**TASK DATA:**
◆ ◆ ◆ ◆ ◆
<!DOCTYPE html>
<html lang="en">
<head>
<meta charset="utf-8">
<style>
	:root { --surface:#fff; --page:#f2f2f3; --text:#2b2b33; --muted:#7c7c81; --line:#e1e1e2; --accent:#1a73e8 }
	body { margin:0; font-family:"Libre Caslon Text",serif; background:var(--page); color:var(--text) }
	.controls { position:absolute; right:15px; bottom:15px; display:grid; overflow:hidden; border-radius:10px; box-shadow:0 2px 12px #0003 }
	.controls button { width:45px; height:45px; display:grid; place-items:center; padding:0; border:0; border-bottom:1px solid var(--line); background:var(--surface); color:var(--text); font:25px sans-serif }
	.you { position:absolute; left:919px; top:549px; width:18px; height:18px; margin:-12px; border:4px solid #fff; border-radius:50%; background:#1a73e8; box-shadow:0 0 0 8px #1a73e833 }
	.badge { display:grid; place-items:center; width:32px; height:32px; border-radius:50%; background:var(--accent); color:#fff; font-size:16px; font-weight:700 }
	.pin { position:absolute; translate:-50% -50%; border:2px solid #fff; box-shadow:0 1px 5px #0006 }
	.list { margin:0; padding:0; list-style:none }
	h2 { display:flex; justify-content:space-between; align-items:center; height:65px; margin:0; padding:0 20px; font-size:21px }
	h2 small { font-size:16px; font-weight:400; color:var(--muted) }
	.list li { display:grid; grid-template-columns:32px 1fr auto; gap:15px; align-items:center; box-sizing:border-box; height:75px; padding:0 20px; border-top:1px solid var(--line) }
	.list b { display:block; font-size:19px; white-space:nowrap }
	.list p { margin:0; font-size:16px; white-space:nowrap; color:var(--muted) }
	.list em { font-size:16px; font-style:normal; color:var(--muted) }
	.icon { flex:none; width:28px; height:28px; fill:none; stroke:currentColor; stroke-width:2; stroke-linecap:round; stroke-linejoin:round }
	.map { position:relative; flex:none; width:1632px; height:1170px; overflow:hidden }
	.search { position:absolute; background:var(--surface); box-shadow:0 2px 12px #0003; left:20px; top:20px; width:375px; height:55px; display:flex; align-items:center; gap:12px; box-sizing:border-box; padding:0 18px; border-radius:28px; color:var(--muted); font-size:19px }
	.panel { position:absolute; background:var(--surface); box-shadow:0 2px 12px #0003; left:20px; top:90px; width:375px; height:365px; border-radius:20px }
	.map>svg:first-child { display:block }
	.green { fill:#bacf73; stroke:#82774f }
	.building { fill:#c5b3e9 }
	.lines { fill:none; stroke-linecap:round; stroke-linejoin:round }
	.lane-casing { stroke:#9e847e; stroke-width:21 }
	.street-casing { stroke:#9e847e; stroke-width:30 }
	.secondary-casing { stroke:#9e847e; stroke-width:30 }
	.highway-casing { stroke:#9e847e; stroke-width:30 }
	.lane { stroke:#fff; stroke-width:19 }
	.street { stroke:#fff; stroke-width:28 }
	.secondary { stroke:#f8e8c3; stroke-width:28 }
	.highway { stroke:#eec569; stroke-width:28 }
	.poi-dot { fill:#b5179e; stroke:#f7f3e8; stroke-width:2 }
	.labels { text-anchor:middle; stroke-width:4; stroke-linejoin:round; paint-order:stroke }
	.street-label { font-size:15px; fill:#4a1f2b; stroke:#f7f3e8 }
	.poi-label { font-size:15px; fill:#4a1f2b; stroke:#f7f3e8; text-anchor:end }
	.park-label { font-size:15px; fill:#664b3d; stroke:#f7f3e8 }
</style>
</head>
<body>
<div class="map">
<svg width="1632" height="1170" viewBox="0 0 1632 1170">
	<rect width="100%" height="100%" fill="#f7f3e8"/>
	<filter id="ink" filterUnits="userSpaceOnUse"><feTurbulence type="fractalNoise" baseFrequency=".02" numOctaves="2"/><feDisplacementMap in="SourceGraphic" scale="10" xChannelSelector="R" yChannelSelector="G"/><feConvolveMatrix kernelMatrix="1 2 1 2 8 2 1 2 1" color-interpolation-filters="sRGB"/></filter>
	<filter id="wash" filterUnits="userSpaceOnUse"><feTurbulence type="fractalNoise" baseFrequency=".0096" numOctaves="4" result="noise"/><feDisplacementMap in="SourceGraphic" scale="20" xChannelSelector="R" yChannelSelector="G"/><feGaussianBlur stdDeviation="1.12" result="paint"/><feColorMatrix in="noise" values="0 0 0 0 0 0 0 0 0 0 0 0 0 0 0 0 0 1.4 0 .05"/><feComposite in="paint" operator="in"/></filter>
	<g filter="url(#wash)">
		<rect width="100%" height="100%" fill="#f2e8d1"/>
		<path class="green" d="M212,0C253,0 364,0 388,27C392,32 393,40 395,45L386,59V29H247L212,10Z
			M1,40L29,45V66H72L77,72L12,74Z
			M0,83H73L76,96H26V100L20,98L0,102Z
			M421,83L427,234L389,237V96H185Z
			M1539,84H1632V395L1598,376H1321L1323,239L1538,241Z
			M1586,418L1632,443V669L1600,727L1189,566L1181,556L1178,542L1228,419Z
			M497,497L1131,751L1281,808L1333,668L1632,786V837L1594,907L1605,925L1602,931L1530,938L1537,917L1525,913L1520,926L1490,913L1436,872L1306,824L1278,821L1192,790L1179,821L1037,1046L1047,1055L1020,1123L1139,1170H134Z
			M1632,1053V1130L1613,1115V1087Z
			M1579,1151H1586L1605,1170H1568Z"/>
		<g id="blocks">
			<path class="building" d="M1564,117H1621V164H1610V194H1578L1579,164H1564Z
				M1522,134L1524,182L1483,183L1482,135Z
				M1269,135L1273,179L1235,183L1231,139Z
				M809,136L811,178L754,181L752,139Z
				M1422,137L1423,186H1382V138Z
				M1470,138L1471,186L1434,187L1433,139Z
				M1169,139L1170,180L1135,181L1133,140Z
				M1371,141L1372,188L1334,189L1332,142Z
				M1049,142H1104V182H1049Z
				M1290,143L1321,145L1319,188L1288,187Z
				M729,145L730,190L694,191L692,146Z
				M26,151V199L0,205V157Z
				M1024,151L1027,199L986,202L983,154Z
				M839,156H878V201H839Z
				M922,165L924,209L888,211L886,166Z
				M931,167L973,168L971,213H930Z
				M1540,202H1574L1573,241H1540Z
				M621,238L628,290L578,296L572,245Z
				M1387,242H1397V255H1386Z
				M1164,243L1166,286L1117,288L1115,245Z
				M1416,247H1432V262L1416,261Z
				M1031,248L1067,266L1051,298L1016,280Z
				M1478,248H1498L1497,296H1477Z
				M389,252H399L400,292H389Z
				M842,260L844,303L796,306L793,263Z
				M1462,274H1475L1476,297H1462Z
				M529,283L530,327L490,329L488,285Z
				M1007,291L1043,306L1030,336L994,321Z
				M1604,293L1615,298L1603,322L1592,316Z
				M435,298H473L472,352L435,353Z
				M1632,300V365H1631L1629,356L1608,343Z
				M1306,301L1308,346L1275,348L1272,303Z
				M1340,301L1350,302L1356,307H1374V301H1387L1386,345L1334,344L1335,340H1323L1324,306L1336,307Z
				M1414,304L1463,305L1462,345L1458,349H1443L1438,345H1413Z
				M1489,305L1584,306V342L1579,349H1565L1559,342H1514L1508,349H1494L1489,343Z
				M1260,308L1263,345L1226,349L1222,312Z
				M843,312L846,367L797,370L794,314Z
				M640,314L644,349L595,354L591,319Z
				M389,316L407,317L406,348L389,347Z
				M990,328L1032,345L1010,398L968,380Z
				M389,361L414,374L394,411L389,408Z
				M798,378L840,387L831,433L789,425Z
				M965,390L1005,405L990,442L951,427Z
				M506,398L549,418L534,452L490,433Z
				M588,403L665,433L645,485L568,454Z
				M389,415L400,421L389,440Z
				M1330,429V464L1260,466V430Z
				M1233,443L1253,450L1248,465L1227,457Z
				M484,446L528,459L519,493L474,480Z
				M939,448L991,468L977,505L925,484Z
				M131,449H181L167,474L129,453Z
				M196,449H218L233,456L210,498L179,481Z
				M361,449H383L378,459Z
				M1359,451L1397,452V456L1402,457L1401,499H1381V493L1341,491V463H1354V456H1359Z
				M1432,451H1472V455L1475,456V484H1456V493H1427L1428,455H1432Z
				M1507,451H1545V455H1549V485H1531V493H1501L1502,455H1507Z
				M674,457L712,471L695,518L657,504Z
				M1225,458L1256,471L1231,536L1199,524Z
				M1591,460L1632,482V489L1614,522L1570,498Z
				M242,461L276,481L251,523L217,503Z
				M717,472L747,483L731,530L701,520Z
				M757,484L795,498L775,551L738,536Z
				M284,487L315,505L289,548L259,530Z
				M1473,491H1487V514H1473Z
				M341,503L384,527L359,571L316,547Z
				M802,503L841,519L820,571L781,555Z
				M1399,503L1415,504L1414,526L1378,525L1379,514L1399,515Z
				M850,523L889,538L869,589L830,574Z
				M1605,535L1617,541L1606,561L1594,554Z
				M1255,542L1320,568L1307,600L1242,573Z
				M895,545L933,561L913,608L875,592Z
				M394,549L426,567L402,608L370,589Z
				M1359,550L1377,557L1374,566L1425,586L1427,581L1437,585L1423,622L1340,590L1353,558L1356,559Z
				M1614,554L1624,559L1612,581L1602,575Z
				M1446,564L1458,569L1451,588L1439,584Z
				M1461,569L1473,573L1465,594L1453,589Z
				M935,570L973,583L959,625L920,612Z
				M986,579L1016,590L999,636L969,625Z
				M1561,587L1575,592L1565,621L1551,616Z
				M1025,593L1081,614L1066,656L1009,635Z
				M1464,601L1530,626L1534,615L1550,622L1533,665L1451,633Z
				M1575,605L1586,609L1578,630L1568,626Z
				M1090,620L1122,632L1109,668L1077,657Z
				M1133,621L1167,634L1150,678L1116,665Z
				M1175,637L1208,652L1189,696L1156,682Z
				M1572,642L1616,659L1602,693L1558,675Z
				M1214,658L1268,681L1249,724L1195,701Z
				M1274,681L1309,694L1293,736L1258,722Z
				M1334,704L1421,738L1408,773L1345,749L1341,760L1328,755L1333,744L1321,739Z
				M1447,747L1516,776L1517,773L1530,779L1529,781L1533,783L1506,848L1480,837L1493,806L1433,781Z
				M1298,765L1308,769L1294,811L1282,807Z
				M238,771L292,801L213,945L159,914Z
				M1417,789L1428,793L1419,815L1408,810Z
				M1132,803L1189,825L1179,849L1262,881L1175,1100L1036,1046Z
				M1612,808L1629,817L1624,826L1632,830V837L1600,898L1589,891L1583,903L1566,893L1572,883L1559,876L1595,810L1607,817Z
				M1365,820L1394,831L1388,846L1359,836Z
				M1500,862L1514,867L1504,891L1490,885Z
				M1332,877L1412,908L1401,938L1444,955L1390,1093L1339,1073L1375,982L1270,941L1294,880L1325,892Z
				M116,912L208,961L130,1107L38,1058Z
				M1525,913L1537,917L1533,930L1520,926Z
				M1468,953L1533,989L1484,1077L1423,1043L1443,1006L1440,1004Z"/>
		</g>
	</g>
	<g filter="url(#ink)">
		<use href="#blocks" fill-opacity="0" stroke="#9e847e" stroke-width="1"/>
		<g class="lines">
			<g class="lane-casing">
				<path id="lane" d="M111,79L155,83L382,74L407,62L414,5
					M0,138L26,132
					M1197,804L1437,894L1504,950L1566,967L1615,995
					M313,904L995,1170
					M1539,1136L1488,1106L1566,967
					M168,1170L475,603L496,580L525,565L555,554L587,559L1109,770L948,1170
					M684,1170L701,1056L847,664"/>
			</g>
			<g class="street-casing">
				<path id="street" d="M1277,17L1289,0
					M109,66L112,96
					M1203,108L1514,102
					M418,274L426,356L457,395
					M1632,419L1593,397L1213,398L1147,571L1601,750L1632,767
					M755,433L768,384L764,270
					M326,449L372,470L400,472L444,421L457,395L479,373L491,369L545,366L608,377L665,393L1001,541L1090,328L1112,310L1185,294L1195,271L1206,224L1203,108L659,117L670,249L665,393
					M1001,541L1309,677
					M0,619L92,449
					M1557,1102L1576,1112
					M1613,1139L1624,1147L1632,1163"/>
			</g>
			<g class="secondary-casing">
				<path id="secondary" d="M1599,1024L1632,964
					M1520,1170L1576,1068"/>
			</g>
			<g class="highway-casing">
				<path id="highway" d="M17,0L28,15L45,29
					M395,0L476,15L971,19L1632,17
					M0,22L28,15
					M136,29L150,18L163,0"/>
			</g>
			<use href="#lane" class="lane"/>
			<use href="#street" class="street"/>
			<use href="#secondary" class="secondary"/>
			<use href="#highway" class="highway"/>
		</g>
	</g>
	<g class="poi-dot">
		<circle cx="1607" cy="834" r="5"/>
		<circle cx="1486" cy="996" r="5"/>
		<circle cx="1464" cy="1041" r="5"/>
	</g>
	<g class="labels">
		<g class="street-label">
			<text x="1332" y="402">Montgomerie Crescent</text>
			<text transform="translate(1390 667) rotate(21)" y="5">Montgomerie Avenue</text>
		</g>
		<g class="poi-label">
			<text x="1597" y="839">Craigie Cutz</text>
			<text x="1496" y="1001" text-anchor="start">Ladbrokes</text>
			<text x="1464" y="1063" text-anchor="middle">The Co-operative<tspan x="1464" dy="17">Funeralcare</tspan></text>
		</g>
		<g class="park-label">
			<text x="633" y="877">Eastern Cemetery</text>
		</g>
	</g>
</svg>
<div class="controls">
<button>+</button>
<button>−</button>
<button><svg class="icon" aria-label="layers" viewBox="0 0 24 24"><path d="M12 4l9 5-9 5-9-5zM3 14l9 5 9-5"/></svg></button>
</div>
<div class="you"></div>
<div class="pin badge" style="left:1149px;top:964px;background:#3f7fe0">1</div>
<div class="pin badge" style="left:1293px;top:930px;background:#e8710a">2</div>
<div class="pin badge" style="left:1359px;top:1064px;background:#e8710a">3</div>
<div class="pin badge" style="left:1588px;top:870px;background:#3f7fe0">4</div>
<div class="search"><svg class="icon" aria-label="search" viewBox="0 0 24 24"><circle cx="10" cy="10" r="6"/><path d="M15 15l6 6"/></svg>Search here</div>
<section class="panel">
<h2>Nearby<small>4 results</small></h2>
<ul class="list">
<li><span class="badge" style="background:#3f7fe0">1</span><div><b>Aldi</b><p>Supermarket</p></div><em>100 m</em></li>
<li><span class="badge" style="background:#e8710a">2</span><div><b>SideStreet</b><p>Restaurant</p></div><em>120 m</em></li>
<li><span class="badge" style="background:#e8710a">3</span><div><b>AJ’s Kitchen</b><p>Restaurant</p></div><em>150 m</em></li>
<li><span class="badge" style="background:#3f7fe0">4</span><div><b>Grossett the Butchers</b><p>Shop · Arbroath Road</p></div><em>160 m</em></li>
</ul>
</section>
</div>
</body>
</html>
◆ ◆ ◆ ◆ ◆
**WHAT IS REQUIRED:** From the data, work out how many lines include the word "circle"; the reply is that number and nothing else.

**RESULT OF THE EXERCISE:** 4